A major caveat for do-it-yourself nib loading is that even if you take care to release your top-level objects, you can still get a memory leak if you use Cocoa bindings in your nib. This occurs when an object in the nib binds to the File’s Owner. The File’s Owner never gets deallocated in this case, and thus neither do the top-level objects. Again, NSWindowController and NSViewController already take care of this problem automatically, but you’ll need to deal with it if the File’s Owner is not one of those classes or their subclasses.
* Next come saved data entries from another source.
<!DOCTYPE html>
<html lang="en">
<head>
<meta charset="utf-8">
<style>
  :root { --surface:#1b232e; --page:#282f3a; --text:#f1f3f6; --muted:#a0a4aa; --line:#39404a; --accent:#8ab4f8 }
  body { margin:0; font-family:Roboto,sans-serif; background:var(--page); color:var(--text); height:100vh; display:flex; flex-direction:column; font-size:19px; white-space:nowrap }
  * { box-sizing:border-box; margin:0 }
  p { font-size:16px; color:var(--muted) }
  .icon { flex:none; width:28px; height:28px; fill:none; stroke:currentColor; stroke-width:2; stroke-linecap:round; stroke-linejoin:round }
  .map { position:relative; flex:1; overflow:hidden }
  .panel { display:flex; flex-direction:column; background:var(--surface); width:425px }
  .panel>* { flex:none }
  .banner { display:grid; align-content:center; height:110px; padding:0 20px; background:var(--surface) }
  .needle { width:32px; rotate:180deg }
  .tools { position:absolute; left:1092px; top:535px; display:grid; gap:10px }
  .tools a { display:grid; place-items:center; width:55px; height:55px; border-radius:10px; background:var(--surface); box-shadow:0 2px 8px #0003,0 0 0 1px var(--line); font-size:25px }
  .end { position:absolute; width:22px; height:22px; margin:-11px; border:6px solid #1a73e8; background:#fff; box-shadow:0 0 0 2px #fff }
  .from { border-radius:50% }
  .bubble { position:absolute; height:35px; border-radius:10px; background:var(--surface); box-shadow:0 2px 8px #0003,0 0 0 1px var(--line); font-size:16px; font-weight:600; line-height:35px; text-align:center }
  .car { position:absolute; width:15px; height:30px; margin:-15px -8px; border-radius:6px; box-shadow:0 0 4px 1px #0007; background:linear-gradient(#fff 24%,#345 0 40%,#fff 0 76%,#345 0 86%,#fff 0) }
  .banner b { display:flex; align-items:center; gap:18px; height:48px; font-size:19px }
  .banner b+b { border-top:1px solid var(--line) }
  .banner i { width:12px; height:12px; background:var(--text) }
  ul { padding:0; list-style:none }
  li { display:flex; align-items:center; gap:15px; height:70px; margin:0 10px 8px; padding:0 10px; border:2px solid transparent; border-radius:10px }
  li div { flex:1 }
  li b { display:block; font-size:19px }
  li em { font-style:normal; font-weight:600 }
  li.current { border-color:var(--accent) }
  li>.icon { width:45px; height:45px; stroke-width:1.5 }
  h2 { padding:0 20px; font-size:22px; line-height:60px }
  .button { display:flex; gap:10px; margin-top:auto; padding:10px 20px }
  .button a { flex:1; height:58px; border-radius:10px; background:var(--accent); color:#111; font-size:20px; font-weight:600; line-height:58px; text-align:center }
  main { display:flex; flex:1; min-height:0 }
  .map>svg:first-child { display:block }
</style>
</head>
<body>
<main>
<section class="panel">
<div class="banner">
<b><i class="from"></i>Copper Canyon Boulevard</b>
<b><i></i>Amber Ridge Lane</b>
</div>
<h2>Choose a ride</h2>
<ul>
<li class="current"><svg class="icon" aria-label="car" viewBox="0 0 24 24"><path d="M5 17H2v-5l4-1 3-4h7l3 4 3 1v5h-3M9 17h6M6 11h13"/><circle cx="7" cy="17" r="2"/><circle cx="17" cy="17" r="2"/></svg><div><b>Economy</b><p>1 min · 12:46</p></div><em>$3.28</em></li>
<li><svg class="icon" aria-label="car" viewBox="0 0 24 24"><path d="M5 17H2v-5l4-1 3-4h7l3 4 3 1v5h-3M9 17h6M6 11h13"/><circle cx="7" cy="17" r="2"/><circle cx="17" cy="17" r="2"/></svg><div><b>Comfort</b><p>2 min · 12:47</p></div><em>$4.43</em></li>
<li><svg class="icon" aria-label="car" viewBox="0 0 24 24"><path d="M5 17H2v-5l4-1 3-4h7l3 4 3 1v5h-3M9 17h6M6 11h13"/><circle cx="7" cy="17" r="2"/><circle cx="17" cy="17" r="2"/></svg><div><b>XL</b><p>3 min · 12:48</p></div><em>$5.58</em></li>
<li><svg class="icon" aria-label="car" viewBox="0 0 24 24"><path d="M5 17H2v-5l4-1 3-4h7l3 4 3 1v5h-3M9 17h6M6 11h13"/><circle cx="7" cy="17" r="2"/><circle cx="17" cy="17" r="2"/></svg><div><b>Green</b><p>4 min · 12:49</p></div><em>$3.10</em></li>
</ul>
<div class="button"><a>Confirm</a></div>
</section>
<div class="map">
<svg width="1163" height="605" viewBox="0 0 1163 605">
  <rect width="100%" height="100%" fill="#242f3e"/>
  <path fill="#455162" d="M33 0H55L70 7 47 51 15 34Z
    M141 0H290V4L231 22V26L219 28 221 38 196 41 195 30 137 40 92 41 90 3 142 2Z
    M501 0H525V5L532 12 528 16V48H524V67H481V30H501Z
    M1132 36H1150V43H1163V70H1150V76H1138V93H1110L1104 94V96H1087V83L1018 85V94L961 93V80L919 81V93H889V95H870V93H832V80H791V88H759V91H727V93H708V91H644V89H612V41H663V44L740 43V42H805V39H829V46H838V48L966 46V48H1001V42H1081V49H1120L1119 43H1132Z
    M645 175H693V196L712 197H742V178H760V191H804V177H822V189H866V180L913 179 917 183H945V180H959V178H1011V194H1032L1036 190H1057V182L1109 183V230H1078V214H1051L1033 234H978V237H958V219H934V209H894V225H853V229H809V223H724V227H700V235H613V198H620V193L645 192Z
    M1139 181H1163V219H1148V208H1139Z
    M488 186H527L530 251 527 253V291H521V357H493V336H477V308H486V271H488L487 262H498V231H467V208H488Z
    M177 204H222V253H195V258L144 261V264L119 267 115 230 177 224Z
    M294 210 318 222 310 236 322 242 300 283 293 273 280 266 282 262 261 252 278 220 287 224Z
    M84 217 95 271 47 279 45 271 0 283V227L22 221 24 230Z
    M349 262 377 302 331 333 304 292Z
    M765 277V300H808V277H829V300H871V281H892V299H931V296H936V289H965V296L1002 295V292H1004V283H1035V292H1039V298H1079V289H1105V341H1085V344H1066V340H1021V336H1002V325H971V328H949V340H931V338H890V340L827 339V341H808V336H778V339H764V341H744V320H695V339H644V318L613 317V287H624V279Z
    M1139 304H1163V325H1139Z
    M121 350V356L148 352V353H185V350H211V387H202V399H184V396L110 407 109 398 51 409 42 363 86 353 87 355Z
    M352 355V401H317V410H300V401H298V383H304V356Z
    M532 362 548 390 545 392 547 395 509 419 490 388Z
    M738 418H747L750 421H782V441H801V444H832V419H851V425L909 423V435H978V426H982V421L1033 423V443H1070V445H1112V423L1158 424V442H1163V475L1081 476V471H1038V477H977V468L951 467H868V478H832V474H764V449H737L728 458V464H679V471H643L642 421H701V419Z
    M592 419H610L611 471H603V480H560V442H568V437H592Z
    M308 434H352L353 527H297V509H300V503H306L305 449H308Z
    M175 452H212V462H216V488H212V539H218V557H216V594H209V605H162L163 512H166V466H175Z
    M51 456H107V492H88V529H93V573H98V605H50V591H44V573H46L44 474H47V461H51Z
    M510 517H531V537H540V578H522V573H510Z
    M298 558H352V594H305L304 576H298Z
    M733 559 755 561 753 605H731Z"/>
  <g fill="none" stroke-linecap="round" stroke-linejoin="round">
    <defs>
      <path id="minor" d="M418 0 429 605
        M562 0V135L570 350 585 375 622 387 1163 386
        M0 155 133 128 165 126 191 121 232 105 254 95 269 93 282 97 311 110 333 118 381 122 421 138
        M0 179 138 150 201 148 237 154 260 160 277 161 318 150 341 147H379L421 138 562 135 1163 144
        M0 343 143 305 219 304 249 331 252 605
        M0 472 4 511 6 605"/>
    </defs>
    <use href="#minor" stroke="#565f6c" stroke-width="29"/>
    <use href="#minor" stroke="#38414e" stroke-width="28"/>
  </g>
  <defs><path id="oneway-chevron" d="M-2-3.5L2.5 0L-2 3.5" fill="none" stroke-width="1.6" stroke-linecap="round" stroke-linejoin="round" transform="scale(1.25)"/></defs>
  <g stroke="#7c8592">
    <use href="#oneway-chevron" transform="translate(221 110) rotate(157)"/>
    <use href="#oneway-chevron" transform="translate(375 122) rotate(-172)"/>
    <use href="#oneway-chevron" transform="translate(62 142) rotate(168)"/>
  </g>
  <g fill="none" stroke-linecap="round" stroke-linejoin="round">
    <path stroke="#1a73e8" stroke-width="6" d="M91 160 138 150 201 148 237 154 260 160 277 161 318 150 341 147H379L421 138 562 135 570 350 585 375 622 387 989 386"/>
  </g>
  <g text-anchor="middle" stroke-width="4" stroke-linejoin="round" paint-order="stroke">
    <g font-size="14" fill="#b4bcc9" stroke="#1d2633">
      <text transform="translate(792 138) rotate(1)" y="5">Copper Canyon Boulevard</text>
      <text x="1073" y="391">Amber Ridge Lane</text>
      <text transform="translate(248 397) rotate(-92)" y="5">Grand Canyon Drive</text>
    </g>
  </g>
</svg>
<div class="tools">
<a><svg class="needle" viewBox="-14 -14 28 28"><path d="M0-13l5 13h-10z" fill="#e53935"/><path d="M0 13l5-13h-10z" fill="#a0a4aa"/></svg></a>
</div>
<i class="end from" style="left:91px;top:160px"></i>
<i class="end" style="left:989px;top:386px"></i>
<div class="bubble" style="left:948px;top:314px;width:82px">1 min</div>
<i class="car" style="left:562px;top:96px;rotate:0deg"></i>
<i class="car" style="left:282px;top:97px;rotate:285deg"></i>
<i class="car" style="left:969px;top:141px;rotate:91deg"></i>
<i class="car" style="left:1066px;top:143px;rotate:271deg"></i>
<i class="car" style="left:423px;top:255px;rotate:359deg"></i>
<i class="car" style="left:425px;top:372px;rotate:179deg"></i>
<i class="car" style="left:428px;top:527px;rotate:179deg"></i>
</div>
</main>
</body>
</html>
Basically, there are three possible solutions:

  1. Unbind the bindings programmatically. You’ll need to do this elsewhere than the File Owner’s dealloc, which won’t get called unless you unbind.
  2. Bind to a different object in the nib rather than to the File’s Owner.
  3. Don’t use Cocoa bindings and nibs, because they’re teh suck.

4 Responses to “Cocoa memory management for smarties, Part 2: working with a nib”

  1. Peter Hosey says:

    Basically, there are three possible solutions:

    2. Bind to a different object in the nib rather than to the File’s Owner.

    Sounds like the reason I’ve been looking for to use NSObjectController.

  2. Jeff says:

    Sure, as long as you don’t bind the controller’s content to File’s Owner. :-)

  3. Peter Hosey says:

    Jeff: Generally, you’d use an outlet for that, rather than a binding. If you want to use the value of a property of the FO, rather than the FO itself: Two object controllers.

  4. Chris Simmons says:

    Thanks for this article, this confirms my findings. I was unable to find this information anywhere in apple’s documentation. Do you know of any apple written docs that state this?

    +[NSBundle loadNibNamed:owner:]
    -[NSNib instantiateNibWithOwner: topLevelObjects:]
    The documentation of these two methods should really mention this fact.